Combat Worry By Disputing “What If” Thoughts
We stay fixated on a negative outcome when worrying. Dispute this by focusing on some of the positive outcomes if your “what if” event really did happen.

For example, if you think: “what if I lose my job?” ask yourself what good can come of it if it actually does happen. Perhap:, “I will have more time to spend with my kids,” or “it could lead to a more fulfilling job afterward.”

Not all imagined outcomes are gloom and doom. Often it is the anticipation of the negative outcome that is worse than the actual outcome.

Supplement with adaptogenic herbs, vitamins, and minerals. The top adaptogenic herbs include American ginseng, holy basil, ashwagandha, astralagus root, licorice root, rhodiola rosea, and cordycep mushrooms. Vitamin C, B complex vitamins, and magnesium are also helpful.

Focus on One Thing At a Time
Multitasking actually promotes a stressed out feeling. Try doing one thing at a time with your attention only on that particular task.

Meditation
It will rewire your brain and consciousness. If you don’t know how to meditate, there are apps that can help you with this. The one that I use is called Stop, Breathe, and Think which helps me to slow down and reduce negative emotions and responses. Try meditating for at least 10 minutes a day.

Be selfish with Your Self-Care
That means prioritizing your sleep schedule, workouts, and “me time.” If you feel guilty about this, remind yourself that you will be a better spouse, parent, friend, and worker if you take good care of yourself.
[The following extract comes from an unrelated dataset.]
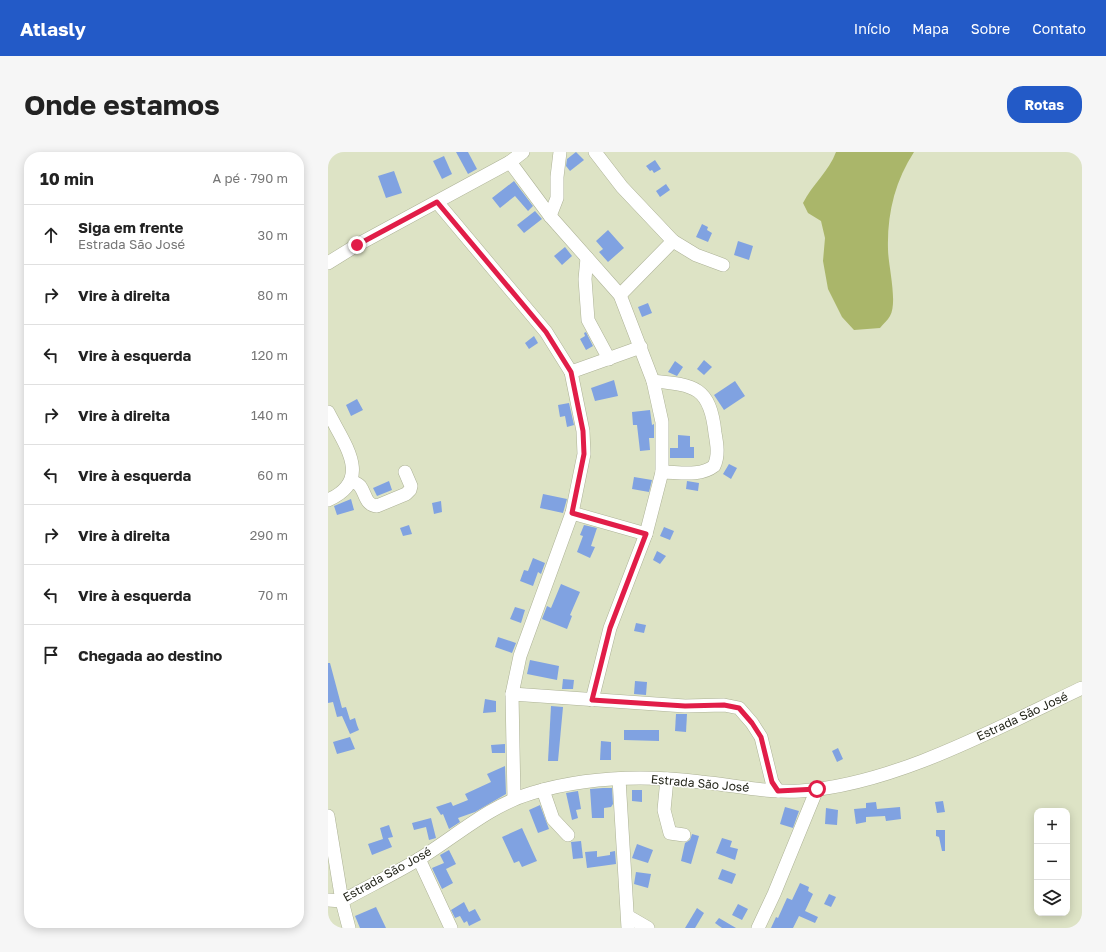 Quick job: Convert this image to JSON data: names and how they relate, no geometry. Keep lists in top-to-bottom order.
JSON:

You may need to have a difficult conversation with your partner to pitch in more with child rearing and other household burdens. Give yourself permission to take some sacred time for yourself every day to recharge your batteries. No one will give this to you on a silver platter, but it is yours to take.
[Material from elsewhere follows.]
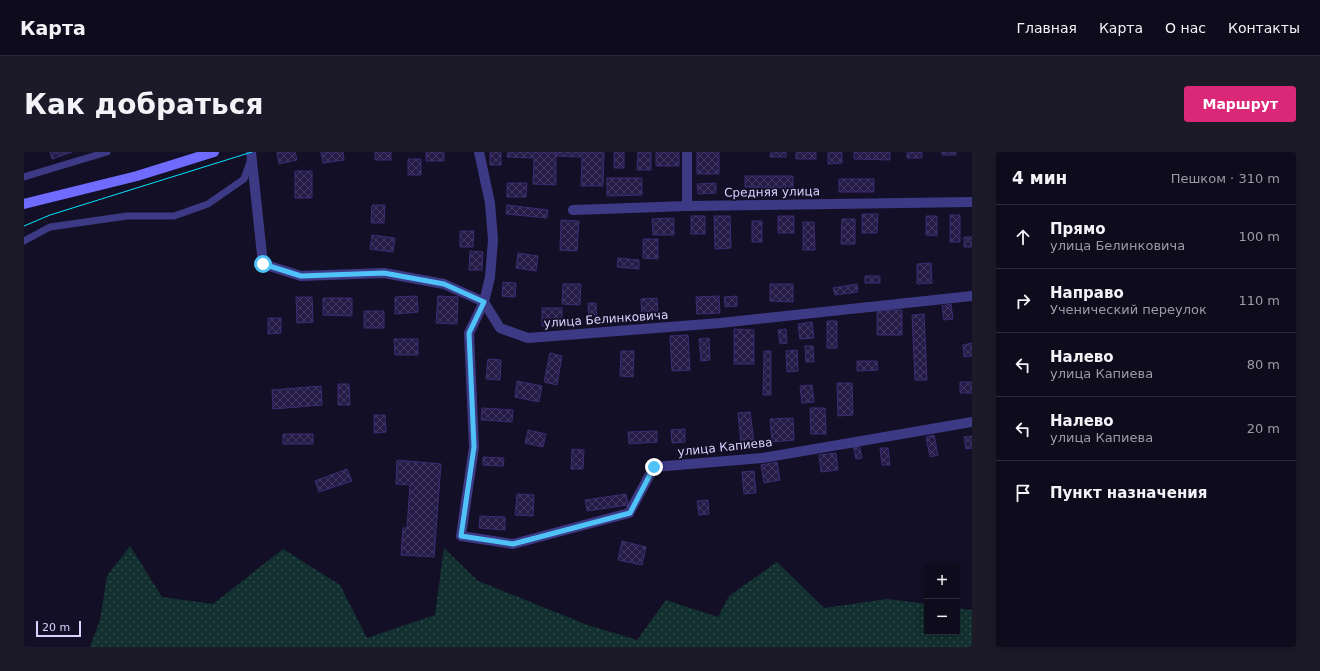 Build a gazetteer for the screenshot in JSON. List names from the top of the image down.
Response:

Reduce Negative Stimuli, Especially in the Morning
Ever since I stopped reading, listening, or watching the news first thing in the morning, my moods have improved throughout the day. Paying attention to the news pollutes the mind with negative information and emphasizes the worst parts of humanity. Don’t be afraid to appear uninformed. If it’s really important, the information will find its way to you.

Reduce or Eliminate Consumption of Alcohol and Other Substances

Alcohol is sometimes used as a coping mechanism, but it actually can make you more anxious after the buzz has worn off. The same goes for cigarettes, anti-anxiety medication (such as Xanax or Valium), and other recreational substances. Caffeine should be reduced or eliminated in times of high stress.

Spend Time Outdoors
Even if it’s just 10 minutes a day, go out where there are trees, water, and no fluorescent lighting and soak it in. Studies have shown that people are less stressed and more content when they take regular walks outside.

Learn New Skills
Try something new, or revisit something you’ve only tried once. There are literally hundreds of activities you can do to actively relax yourself. The key is to find something that engages the mind and body in a way that works for you.

Some examples are dancing, playing an instrument, singing, making art, doing yoga, cooking, trying out a new sport, fitness class, or activity. Sports like rock climbing, bouldering, and trail running are considered “moving meditation” because they can get you into a state of intense focus on moving your body, instead of focusing on your problems. Same for aerial yoga.

Running can promote a more mindful and contemplative state of meditation. I love running when I have an important or difficult decision to make; it helps me think about the problem from new angles and find creative solutions.

As you can see, there are many ways to cope with stress. Keep experimenting and refining your coping skills until you find the best combination for you.

Also, keep in mind that using just one single coping skill during times of high stress will not be helpful. It is better to try multiple coping skills when you feel like you’re about to lose it.